Requirement: Read through the data and report every line in which the word "none" occurs.

(Stored records)
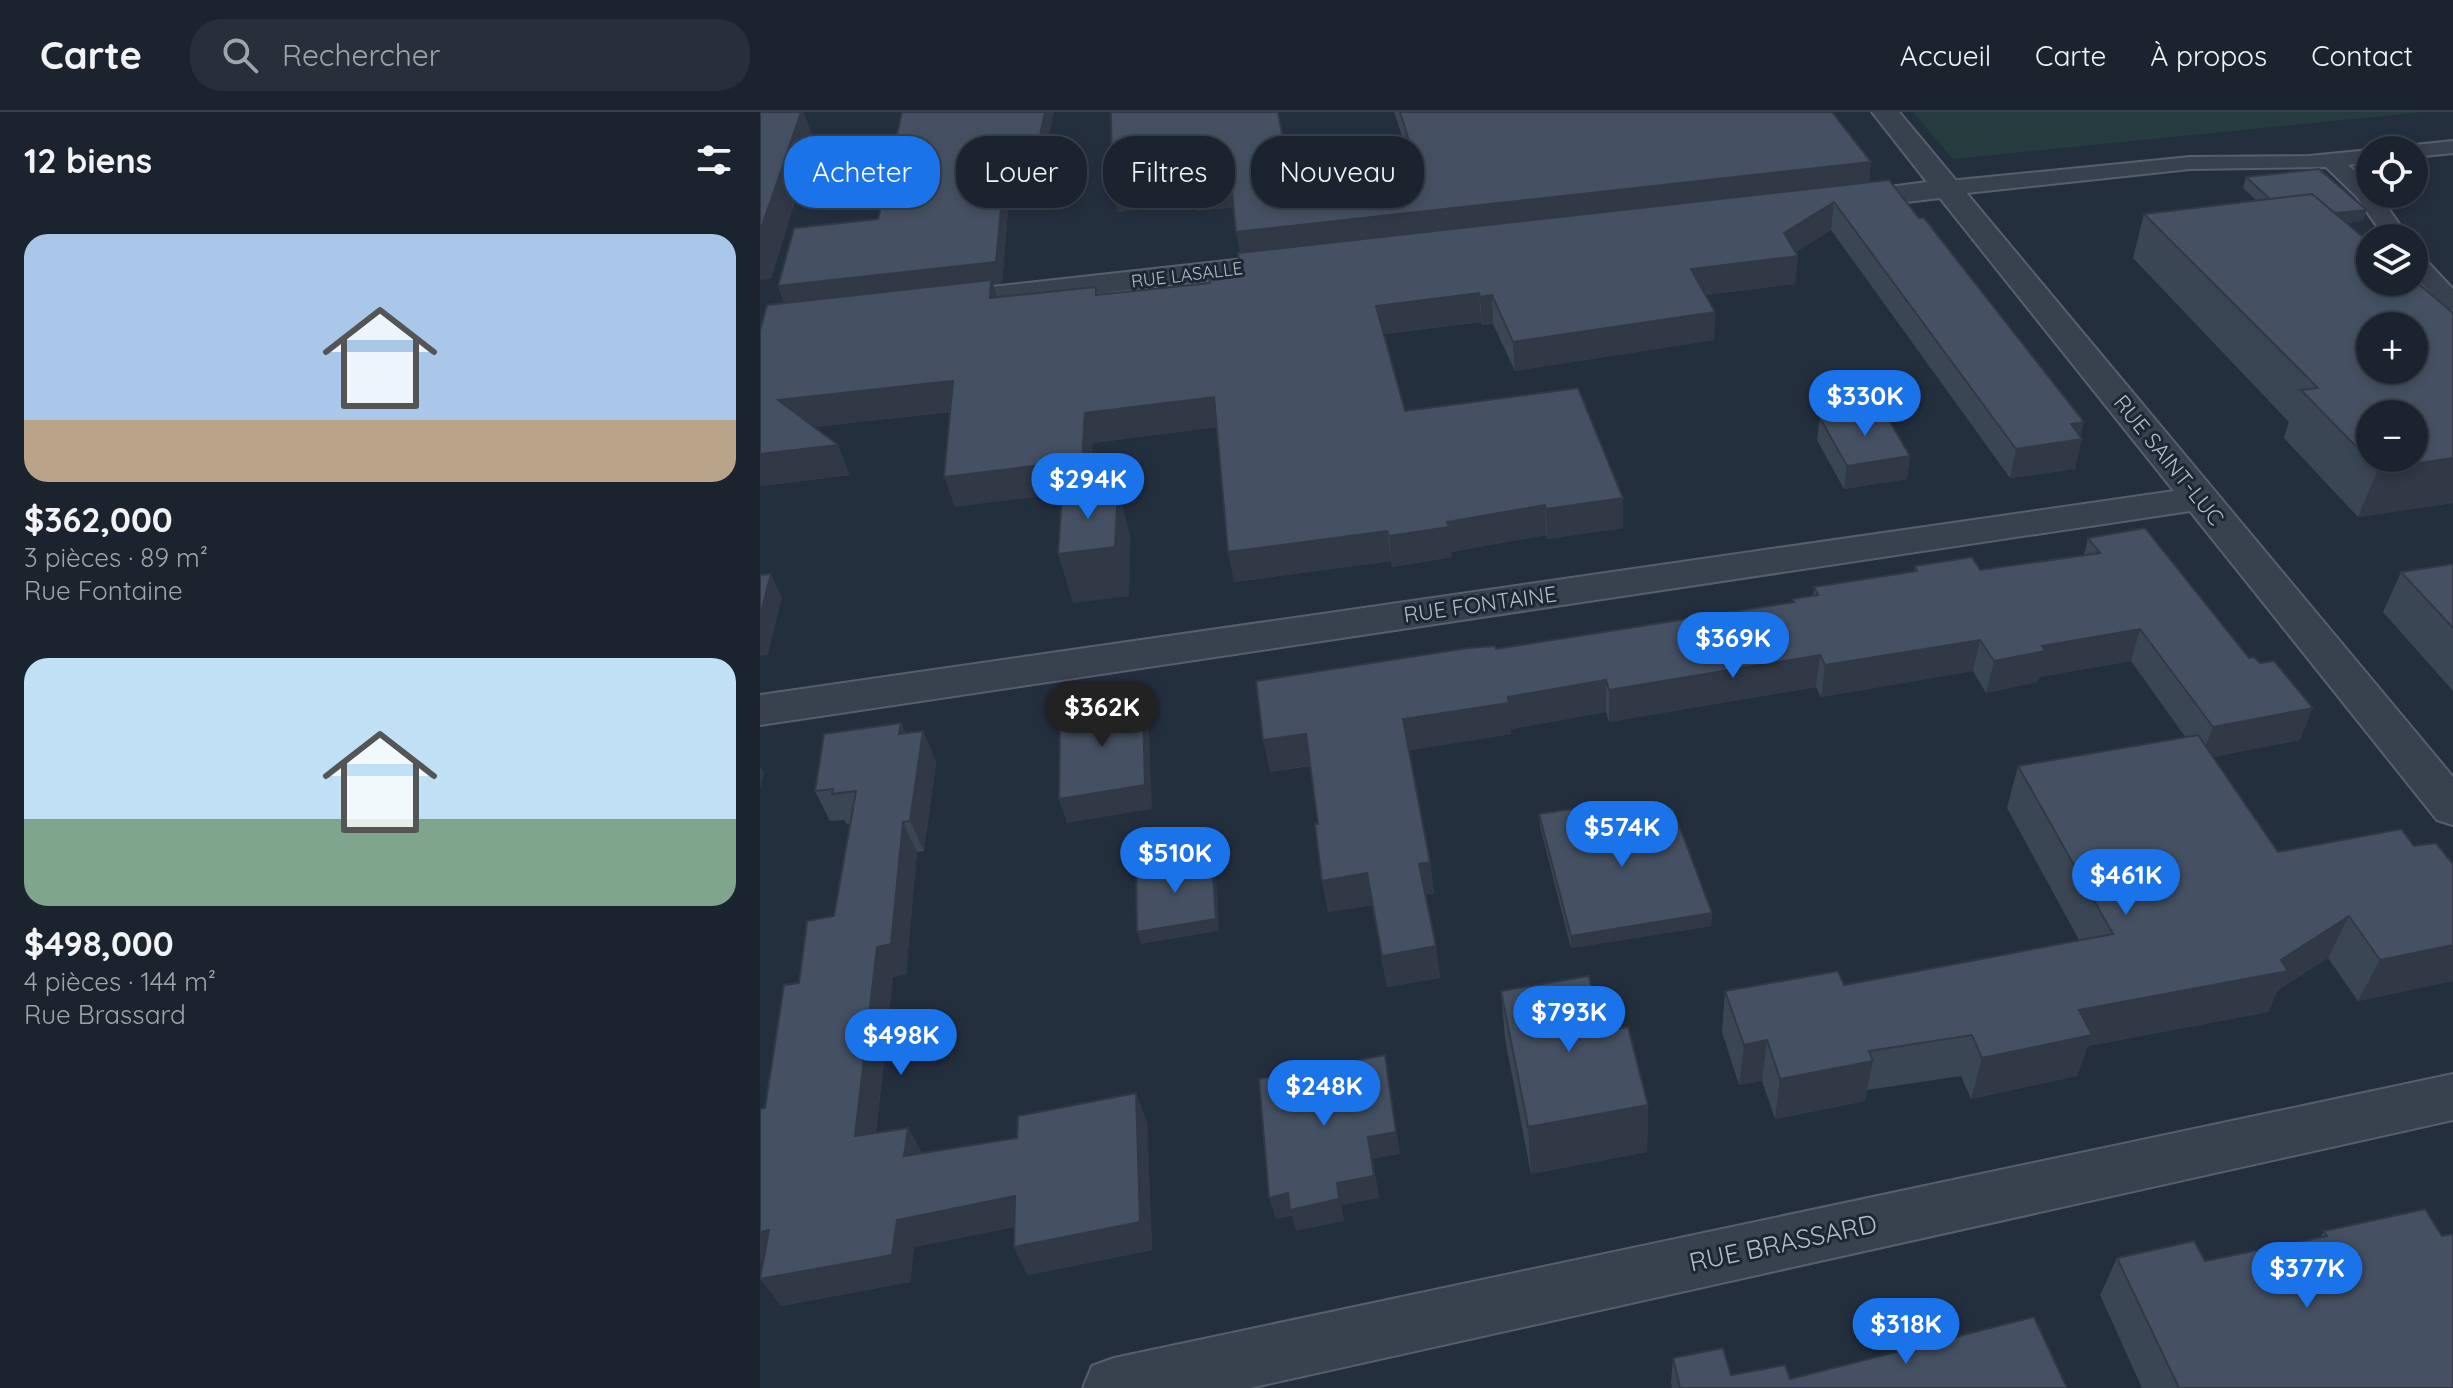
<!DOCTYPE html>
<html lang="fr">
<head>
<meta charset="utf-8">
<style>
	body { margin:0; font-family:Quicksand,sans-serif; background:#282f3a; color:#f1f3f6; height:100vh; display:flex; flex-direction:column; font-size:30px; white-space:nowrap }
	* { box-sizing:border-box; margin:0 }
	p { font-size:26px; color:#a0a4aa }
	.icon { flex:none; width:44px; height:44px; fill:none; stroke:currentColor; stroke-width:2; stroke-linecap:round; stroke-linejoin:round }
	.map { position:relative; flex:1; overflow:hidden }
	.details { display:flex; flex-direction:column; background:#1b232e; width:760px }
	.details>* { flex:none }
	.guide { position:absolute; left:24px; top:24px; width:760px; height:72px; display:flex; gap:16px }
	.controls { position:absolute; left:1596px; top:24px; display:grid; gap:16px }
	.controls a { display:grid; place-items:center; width:72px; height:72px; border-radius:50%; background:#1b232e; box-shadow:0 4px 12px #0003,0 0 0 2px #39404a; font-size:40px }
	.price { position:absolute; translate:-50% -68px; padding:0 18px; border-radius:28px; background:#1a73e8; color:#fff; font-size:26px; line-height:52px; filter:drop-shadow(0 2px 4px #0008) }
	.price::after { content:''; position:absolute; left:50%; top:48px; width:24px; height:18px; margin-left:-12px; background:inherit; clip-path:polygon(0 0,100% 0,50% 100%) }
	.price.selected { background:#222; color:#fff }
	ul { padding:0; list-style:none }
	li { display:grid; align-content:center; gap:16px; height:424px; padding:0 24px }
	li span { display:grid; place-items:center; height:248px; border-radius:24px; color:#555 }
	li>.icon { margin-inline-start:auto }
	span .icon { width:144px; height:144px; fill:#fffc; stroke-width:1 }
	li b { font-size:34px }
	h2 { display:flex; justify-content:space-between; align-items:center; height:96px; padding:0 24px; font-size:34px }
	.tag { padding:0 28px; border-radius:32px; background:#1b232e; box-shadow:0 4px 12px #0003,0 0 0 2px #39404a; font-size:28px; line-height:72px }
	.tag.selected { background:#1a73e8; color:#fff }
	header { display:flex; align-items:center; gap:48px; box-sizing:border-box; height:112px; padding:0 40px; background:#1b232e; border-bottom:2px solid #39404a }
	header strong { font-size:38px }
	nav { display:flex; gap:44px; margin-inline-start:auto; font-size:28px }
	.search { width:560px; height:72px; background:#282f3a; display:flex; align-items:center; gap:20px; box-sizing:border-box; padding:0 28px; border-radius:32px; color:#a0a4aa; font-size:30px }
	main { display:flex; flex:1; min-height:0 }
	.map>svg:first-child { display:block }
</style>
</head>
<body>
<header>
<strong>Carte</strong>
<div class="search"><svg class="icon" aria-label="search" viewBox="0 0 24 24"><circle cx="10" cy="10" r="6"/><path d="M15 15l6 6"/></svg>Rechercher</div>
<nav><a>Accueil</a><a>Carte</a><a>À propos</a><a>Contact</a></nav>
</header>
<main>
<section class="details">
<h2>12 biens<svg class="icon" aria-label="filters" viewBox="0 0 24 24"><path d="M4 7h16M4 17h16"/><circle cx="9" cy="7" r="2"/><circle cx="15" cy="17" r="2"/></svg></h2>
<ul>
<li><span style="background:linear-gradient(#a9c7e8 75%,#b9a48a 0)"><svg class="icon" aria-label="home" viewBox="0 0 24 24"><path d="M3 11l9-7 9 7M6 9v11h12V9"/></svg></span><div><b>$362,000</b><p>3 pièces · 89 m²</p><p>Rue Fontaine</p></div></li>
<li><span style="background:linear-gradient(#bfe0f5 65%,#7fa58c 0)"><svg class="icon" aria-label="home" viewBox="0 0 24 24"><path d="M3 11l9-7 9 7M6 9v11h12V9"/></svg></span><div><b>$498,000</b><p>4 pièces · 144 m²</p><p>Rue Brassard</p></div></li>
</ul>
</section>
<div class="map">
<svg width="1693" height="1276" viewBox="0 0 1693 1276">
	<rect width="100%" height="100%" fill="#242f3e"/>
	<path fill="#263c3f" d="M1153,0h511l-471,47z"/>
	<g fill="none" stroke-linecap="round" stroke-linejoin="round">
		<g stroke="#565f6c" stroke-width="4">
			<path id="service" d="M1693,29v12l-39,4v-7h-10l10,-5z
				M1610,38v12l-22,3 22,20v9h8l31,44h-24l-28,-41 -31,-30 -136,2 -242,26 -11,-7 11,-7 242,-24 119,-1z
				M1654,142l8,2 31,33v21l-9,-2 -30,-33z"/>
		</g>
		<g stroke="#565f6c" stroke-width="4">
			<path id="minor" d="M1112,0h27l554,665v48l-16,-5 -247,-309 -1430,214v-30l1414,-204 -234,-293 -101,12 -10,-3 -4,-6 4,-6 98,-13z
				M538,141l11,3 4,6 -4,6 -372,45 -11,-3 -5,-7 5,-7 11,-3z
				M1693,962v46l-1203,268h-167l9,-22 22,-8z"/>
		</g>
		<use href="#service" fill="#38414e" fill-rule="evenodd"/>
		<use href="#minor" fill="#38414e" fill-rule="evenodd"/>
	</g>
	<path fill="#3b4654" d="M142,0l142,47 -32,3 -10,121 -9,1 3,13 100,-10 2,8 112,-12 31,-11 -1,-20 -6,-45 -38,4 -1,-7 -78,8 172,-41 105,-8 -1,-8 15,-1 -14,-42h438l39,50 -2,20 211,254 -5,33 -65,9 -179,-248 -36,22 3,4 -3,28 -89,11 9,17 -1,28 -199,31 -22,-47 -11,1 -1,-3 -97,12 21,77 218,87v30l-76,11 -1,-4 -95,17 1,5 -60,10 -1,-6 -157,21 -18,-155 -123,16 -138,64 -5,-95 -136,15 36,48 -90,11 24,-183 -6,-17 100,-67z
		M1486,65l117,44 -17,2 107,90v190l-95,14 -74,-79 5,-16 -156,-164 11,-44 113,-13 -14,-13z
		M1060,306l90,38 -3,23 -63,10 -27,-49z
		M1328,426l212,202 -87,17 65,95 136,-6 39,18v117l-95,20 -30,-43 -50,32 -10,22 -180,34 -11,30 -106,23 -10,-23 -94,14 -2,11 -90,18 -13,-38 -23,4 -17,-53 3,-41 119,-6 235,-45 -72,-132 11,-42 168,-28 -55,-77 -92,16 -2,5 -51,11 -13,-22 -152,26 -5,-10 -207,35 -3,-10 -95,17v5l-102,16 21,112 4,31 -9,2 11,51 4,32 -53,9 -15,-82 -44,7 -6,-31 -4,-57 -8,-58 -40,6 226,-123 296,-47 1,-3 20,-3 1,-9 100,-16 1,-5 65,4 104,-15z
		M1693,452v127l-70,-79 18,-40z
		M141,611l5,11 17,-3 13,31 -12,89 -7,1 -11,122 -13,3 -17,156 32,-5 14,25 225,-31 5,128 -124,25 -14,-28v-20l-100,20 -4,35 -129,24 -18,-43 2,-155 34,-125 35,-67 16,-92h-3l-3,-4 -14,1 -15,-30z
		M779,702l70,6 103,93 -1,13 -140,22 -31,-122z
		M741,879l101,40 46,74 -1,47 -116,22 -26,-135z
		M1564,1119l118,5 11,152h-311l-42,-93 17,-37 88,3 115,-24z
		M913,1246l58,17 59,4 277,9h-395l-1,-5z"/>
	<path fill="#303945" d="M41,0h3l10,29 -43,138 -11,1v-48z
		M285,0h9l-10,47 -32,3 -10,121 -9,1 7,25 -10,-11 -204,9 -8,-21 229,-143z
		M1111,50l-3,24 -627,70 -5,-24z
		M431,69l40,2 4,24 -39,4 -1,-7 -78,8 -5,-24z
		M1074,90l-3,28 -44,28 11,-2 -3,28 -106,13 2,-28 93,-36z
		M1607,98l-4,11 -76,8 4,-11z
		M719,181l2,29 -102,12 -3,-28z
		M732,183l1,29 -11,1 -2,-28z
		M955,200l-1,28 -199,31 -2,-29z
		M193,269l9,29 -171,20 -13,-30z
		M454,285l5,30 -126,16 -3,47 -135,17 -11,-30 141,-64z
		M1324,310l-4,17h2l-7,30 -65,9 6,-29 55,-25z
		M78,333l12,30 -90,11v-32z
		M1150,344l-3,23 -63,10 3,-23z
		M1693,346v45l-95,14 20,-48z
		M358,376l12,48 -1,60 -56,7 -15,-49z
		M863,386v30l-76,11 -1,-30z
		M785,393l1,30 -95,17 1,5 -60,10 -3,-31 58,-14z
		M627,419l4,30 -157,21 -6,-30z
		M11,462l11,24 -14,57 -8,1v-40z
		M1380,517l-9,32 -92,16 -2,5 -51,11 8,-32 48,-15z
		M1220,528l-7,31 -152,26 4,-32z
		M1060,543l-4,32 -207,35v-32z
		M846,568v32l-95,17v5l-104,17 -4,-32 105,-22z
		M383,595l6,24 3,78 -85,14 -8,-24z
		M1553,596l-13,32 -99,19 12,-32z
		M141,611l13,30 -15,-19z
		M163,619l13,31 -12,89 -14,-30z
		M546,622l6,31 -42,7 -7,-32z
		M0,654l4,7 -4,16z
		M143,710l14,30 -11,122 -13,3 -21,188 -17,-29 22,-189z
		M452,747l4,12 3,60 -78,13 -4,-12z
		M670,750l4,31 -11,3 -4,-32z
		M607,761l5,32 -44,7 -6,-31z
		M952,801l-1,13 -140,22v-12z
		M1589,804l-21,42 -50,32 -10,22 -180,34 -11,30 -106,23 11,-41 97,-48 202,-50z
		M1693,833v36l-95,20 22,-41z
		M676,834l4,32 -53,9 -5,-31z
		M1007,928l-5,41 -23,4 5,-40z
		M625,943l15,99 -27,5 6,39 -37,7 2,16 -48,10 -4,-15 -16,3 -7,-21 68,-15 31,-46z
		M1113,949l-8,40 -90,18 5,-40z
		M376,981l11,29 5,128 -124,25 -14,-28z
		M888,993l-1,47 -116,22 -3,-47z
		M148,1016l16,28h-20z
		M255,1084l14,28 -115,23 -4,35 -129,24 -21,-27 137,-59z
		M9,1118l20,28 -29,5v-31z"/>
	<path fill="#455162" stroke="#303945" stroke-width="2" fill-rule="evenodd" d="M0,0h41l-41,120z
		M142,0h143l-6,28 -32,3 -11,119 -218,24 16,-58 84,-9z
		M351,0h167l11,59 107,-8 -3,-8 20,-2 -13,-41h432l39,50 -635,70 -5,-49 -39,4 -1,-6 -79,7z
		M1559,57l48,41 -32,3 -23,-19 -42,5 -24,-22z
		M1129,68l30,38h5l160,204 -13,2 11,15 -66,10 -182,-247 -50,31 14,23 -107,13 24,43 -202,30 -21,-47 -12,2 -1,-4 -103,13 29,105 173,-23 45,110 -77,11 -1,-4 -98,17 2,5 -60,9 -2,-5 -159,21 -14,-155 -129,16 -3,47 -138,17 9,-96 -175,19 60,45 -78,9v-123l7,-26 224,-25 -1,18 106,-11v8l114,-12 -1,-8 32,-3 -3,-19z
		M1552,82l58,49v39h44v-2l39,33v145l-75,11 -77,-79 17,-2 -174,-174zM1610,214h44v44h-44zM1610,302h44v44h-44z
		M1123,298l27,46 -63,10 -27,-48z
		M358,376l-3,59 -57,7 4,-60z
		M1385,416l104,130 5,-1 6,6 14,-2 39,47 -100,19 -73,-98 -98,17 3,5 -51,10 -14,-21 -155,25 -5,-10 -211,35 -3,-10 -98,17 1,6 -106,16 27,143 -11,2 17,82 -54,10 -15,-83 -45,8 -7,-57h3l-12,-90 -43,6 -7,-59 212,-33 27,-2 1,3 298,-47 -1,-3 25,-4 -4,-8 103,-16 -2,-5 57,-9 8,13 120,-17 -12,-15z
		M1693,452v64l-52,-56z
		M11,462l-11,42v-41z
		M375,585v12l8,-2 2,78 -86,14 1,-79 11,-2v-11z
		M141,611l-2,11 24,-3 -13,90 -7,1 -12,122 -14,3 -22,189 53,-8 -4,28 113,-18 1,-22 118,-23 4,129 -126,25 1,-51 -118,24 -5,35 -132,24 9,-49 -9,2v-123l5,-1 19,-123 15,-2 8,-62 27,-5 22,-125 -24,3 1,-5 -18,2 9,-57z
		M1438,623l80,117 123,-23 13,17 22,-3 17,21v81l-73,15 -31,-44 -68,44 7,11 -209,39 13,25 -110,23 -10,-23 -103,16 4,10 -93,18 -13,-39 -23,5 -19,-54 113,-20 6,14 269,-51 -95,-168z
		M844,692l5,16 64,-11 39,104 -141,23 -32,-122z
		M452,747l4,60 -79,13 -1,-61z
		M829,864l13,55 26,-4 20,78 -120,22 -27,-136z
		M625,943l11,77 -28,5 6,39 -37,7 2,16 -49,11 -2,-17 -19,5 -10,-119z
		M1665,1097l17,27 11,-2v154h-274l-62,-130 77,-17 11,20 122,-25 -3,-5z
		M1274,1205l33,71h-387l-7,-30 50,-10 8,27 54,-10 5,14z"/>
	<g text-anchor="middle" stroke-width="6" stroke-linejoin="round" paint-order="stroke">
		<g font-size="18" fill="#b4bcc9" stroke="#1d2633">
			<text transform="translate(427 163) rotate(-7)" y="6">RUE LASALLE</text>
		</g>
		<g font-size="22" fill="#b4bcc9" stroke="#1d2633">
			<text transform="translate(1409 348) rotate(51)" y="8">RUE SAINT-LUC</text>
			<text transform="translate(720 492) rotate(-8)" y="8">RUE FONTAINE</text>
		</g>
		<g font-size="26" fill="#b4bcc9" stroke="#1d2633">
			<text transform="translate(1023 1131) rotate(-12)" y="9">RUE BRASSARD</text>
		</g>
	</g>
</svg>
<div class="controls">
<a><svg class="icon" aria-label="locate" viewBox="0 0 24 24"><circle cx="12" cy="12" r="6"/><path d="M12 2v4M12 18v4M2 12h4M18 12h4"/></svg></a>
<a><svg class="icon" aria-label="layers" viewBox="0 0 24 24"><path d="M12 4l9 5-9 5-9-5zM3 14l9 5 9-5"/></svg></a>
<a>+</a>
<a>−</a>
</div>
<b class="price" style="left:1105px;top:326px">$330K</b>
<b class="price" style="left:328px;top:409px">$294K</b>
<b class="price" style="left:973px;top:568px">$369K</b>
<b class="price selected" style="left:342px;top:637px">$362K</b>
<b class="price" style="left:862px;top:757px">$574K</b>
<b class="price" style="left:415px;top:783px">$510K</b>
<b class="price" style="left:1366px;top:805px">$461K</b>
<b class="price" style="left:809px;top:942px">$793K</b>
<b class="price" style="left:141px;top:965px">$498K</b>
<b class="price" style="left:564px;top:1016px">$248K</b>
<b class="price" style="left:1547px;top:1198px">$377K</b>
<b class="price" style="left:1146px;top:1254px">$318K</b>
<div class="guide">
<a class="tag selected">Acheter</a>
<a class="tag">Louer</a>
<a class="tag">Filtres</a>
<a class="tag">Nouveau</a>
</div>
</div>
</main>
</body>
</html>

Response below:
	.icon { flex:none; width:44px; height:44px; fill:none; stroke:currentColor; stroke-width:2; stroke-linecap:round; stroke-linejoin:round }
	.details>* { flex:none }
	ul { padding:0; list-style:none }
	<g fill="none" stroke-linecap="round" stroke-linejoin="round">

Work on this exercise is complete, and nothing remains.